Esbravejante, Bolsonaro reitera que em seu governo jamais demarcará uma única área indígena, e eufórico vocifera a disposição de entregar as riquezas da Amazônia à exploração e domínio dos Estados Unidos da América.
A rainha dos agrotóxicos, Teresa Cristina, latifundiária e ministra da agricultura de Bolsonaro, nesses 8 meses de governo, fazendo jus ao seu apelido monárquico, vem liberando em média mais de um novo agrotóxico a cada dia, totalizando 290 agrotóxicos no período.

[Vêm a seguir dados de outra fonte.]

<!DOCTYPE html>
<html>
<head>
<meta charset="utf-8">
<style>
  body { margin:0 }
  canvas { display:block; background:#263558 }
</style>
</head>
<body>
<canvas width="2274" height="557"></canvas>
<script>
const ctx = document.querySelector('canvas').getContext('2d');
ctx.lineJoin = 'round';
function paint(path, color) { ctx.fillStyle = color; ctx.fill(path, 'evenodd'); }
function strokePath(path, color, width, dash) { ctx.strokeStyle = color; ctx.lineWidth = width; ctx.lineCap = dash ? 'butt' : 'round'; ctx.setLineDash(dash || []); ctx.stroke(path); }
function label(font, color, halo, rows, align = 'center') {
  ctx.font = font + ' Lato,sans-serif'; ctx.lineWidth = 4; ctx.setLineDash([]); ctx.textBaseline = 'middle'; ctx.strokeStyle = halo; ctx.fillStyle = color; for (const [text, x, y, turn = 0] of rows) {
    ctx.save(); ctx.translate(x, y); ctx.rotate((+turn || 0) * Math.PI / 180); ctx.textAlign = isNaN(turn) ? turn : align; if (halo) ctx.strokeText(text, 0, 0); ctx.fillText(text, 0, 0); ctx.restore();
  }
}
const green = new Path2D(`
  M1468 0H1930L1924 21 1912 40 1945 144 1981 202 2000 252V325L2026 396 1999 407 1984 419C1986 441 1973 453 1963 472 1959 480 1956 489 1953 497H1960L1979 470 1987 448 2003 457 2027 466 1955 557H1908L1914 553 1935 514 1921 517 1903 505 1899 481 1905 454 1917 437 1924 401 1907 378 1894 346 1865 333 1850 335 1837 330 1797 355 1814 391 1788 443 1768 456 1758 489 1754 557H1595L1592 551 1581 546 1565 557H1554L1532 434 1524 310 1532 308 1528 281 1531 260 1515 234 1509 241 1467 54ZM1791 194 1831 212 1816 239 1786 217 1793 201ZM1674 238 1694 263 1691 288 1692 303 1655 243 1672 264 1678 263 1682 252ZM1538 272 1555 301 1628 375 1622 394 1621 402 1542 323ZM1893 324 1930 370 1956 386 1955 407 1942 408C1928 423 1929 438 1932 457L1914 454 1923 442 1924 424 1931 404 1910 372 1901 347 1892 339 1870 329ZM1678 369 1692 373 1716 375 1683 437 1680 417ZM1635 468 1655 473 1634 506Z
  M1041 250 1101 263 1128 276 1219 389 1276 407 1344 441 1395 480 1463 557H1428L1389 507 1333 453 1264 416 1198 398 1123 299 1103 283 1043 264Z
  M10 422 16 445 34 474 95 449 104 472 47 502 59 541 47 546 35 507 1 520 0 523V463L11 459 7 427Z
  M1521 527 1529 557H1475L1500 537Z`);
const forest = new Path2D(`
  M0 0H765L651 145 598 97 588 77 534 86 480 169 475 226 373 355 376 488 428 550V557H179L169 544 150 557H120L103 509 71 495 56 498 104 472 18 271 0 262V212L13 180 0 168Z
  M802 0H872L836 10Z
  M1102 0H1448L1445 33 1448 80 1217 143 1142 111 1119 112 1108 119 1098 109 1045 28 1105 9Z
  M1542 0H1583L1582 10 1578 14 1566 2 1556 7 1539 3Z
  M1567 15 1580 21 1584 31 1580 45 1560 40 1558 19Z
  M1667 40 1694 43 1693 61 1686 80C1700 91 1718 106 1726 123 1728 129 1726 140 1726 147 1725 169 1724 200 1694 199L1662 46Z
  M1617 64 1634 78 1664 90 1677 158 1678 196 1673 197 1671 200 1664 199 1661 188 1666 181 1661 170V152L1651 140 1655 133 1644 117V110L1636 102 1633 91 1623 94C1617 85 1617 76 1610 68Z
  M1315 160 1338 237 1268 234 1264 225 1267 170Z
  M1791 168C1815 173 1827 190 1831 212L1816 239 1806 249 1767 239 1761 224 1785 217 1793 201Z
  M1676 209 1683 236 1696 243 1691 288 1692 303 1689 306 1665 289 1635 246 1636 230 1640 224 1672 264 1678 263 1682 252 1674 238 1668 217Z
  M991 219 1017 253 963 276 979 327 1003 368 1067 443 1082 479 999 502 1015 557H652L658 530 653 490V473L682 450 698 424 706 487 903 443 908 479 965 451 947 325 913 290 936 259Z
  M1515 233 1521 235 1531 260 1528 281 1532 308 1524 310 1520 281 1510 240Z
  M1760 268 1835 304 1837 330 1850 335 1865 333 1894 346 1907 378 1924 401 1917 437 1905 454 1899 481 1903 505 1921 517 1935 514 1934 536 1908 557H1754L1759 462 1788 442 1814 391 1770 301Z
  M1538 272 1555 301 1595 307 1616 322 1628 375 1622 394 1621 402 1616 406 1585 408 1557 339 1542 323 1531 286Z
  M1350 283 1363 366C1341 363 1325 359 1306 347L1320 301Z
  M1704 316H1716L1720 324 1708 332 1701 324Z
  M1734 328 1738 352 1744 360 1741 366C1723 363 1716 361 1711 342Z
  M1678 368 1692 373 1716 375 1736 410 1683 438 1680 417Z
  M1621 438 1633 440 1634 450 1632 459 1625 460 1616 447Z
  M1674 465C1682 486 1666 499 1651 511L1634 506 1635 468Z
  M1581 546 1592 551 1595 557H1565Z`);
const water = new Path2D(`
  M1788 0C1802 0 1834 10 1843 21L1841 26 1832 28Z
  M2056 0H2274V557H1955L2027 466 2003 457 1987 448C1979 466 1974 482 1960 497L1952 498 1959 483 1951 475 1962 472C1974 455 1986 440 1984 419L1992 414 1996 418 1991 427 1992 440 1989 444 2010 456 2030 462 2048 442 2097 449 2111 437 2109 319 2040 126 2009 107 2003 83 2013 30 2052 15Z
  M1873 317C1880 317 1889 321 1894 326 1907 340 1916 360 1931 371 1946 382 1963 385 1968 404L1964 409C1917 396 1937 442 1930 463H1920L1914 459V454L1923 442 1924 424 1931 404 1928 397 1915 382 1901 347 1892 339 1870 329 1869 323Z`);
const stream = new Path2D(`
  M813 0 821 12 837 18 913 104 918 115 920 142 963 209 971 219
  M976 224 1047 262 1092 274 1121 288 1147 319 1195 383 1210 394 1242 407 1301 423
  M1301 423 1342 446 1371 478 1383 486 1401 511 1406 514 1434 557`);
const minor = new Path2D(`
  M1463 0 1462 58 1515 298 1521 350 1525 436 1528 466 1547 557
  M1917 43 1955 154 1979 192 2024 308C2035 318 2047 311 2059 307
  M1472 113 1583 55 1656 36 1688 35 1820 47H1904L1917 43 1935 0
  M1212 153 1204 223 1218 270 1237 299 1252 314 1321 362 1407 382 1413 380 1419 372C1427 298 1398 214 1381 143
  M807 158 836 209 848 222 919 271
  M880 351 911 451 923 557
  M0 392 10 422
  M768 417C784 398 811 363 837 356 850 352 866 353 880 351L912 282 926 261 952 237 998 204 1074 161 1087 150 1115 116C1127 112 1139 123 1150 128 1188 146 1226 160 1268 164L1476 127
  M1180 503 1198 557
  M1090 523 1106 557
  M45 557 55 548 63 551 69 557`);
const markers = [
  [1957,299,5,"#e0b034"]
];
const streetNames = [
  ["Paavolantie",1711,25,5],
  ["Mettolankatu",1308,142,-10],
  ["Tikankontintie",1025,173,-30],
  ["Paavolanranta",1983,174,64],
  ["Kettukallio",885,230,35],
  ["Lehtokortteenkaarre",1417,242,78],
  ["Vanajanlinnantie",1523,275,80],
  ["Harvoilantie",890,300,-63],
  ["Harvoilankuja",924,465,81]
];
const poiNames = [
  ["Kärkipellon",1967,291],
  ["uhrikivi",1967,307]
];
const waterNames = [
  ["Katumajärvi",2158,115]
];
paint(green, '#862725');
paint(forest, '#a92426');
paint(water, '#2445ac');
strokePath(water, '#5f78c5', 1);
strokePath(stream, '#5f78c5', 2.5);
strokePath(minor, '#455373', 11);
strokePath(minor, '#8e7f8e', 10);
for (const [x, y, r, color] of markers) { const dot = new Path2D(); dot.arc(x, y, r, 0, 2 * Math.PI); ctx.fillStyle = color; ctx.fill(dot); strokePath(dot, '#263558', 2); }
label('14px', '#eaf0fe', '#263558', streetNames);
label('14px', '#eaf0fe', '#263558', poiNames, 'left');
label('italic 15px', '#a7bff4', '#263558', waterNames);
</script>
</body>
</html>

O agronegócio no Brasil é o campeão mundial no uso de agrotóxicos, com mais de 7 litros por habitante, e o segundo maior produtor de cultivos transgênicos, com destaque para milho, soja e algodão. É importante estarmos cientes que milho e soja transgênicos com resíduos elevados de agrotóxicos são ingredientes em muitos produtos alimentícios industrializados e em ração para animais.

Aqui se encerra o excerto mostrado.